The perpendicular to L separates C at p into two sides, and if L meets C away from p on both sides, in every disc around p, then L is the tangent to C at p. If L meets C away from p in every disc about p but only on one side, there is some disc in which L does not meet C away from p on the other side. L is the only possible tangent line to C and we must decide if it is tangent to C on that other side. It is so, if and only if every other line through p obtained by rotating L slightly toward C, meets C again away from p in that disc.

 

[mathwonk]

of course the limit of secants definition can be given in elementary geometric language too, as suggested earlier. given a line L through p, assume that every angle formed by two lines through p for which L is the angle bisector, has the property that on some disc around p, the entire curve C lies within the angle. Then, and only then, L is the tangent to C at p.

This is not euclid's definition, but it is the key property he proves using his definition, in Proposition 16, Book 3, of the Elements, that says the line makes an angle of zero with the curve at p.

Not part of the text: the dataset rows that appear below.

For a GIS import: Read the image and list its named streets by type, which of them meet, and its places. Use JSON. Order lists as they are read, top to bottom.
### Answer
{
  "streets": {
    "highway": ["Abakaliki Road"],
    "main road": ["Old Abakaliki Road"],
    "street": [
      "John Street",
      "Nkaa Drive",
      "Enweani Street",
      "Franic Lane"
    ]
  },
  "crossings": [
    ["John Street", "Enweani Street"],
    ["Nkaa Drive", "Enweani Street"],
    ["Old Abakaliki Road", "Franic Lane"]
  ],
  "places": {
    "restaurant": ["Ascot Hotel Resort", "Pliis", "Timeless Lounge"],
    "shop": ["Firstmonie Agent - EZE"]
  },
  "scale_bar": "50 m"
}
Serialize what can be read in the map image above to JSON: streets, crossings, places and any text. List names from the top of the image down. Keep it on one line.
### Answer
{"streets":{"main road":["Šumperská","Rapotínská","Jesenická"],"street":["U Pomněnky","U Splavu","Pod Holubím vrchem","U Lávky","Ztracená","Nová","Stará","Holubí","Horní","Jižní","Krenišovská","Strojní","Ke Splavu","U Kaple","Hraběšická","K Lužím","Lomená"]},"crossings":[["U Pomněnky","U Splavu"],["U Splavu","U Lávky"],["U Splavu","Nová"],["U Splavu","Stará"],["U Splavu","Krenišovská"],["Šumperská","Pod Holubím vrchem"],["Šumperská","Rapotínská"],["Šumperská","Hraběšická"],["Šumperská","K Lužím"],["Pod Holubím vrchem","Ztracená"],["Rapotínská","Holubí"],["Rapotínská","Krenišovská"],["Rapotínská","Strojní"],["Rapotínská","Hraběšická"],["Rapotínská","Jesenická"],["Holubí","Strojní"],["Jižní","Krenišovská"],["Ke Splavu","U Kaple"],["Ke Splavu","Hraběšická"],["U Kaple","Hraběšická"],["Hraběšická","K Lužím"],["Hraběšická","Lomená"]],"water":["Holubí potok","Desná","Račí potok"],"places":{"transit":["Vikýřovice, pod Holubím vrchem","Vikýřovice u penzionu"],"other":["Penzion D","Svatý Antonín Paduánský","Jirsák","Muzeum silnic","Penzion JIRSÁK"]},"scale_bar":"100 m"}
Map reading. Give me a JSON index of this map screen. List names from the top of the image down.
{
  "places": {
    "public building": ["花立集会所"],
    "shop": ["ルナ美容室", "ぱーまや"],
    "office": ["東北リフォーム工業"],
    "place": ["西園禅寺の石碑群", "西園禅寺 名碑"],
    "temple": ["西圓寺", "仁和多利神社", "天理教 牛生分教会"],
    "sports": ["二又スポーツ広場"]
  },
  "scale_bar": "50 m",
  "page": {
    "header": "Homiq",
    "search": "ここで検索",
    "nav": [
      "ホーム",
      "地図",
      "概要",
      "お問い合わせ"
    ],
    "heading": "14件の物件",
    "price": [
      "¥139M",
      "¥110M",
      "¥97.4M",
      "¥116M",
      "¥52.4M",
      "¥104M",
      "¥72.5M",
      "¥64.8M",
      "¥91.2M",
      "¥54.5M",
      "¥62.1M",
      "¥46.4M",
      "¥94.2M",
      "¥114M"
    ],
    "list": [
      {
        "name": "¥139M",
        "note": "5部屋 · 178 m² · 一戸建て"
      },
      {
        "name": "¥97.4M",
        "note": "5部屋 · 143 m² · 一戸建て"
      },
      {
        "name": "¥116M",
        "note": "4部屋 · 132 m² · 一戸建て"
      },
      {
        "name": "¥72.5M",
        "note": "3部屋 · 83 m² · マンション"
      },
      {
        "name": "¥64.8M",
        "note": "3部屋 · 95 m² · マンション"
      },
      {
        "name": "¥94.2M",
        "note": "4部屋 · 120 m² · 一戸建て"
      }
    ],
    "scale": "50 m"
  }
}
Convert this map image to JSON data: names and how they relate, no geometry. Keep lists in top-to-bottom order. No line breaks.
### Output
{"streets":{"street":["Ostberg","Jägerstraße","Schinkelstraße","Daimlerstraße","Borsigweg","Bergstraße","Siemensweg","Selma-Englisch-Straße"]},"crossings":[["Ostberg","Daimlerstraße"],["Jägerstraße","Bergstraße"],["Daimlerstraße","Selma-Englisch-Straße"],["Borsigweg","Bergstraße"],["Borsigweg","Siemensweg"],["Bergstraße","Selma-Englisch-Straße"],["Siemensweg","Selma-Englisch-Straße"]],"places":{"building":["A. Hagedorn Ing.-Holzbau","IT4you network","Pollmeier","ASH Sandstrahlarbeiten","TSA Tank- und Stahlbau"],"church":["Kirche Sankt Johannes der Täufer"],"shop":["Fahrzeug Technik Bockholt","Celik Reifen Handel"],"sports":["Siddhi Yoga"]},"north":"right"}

Apparently Newton took this property as his own definition, realizing it was much more general. I.e. as long as the curve always gets inside the angle, it does not matter which side of the angle bisector it lies on, or whether it lies entirely on one side of it or not. Of course for simpler curves, the simpler definition in terms of lying on one side is very nice.

 

[WWGD]

IiRC, once youve defined the secant line between x and xo, the tangent line is the limiting line, if it exists, between those two points.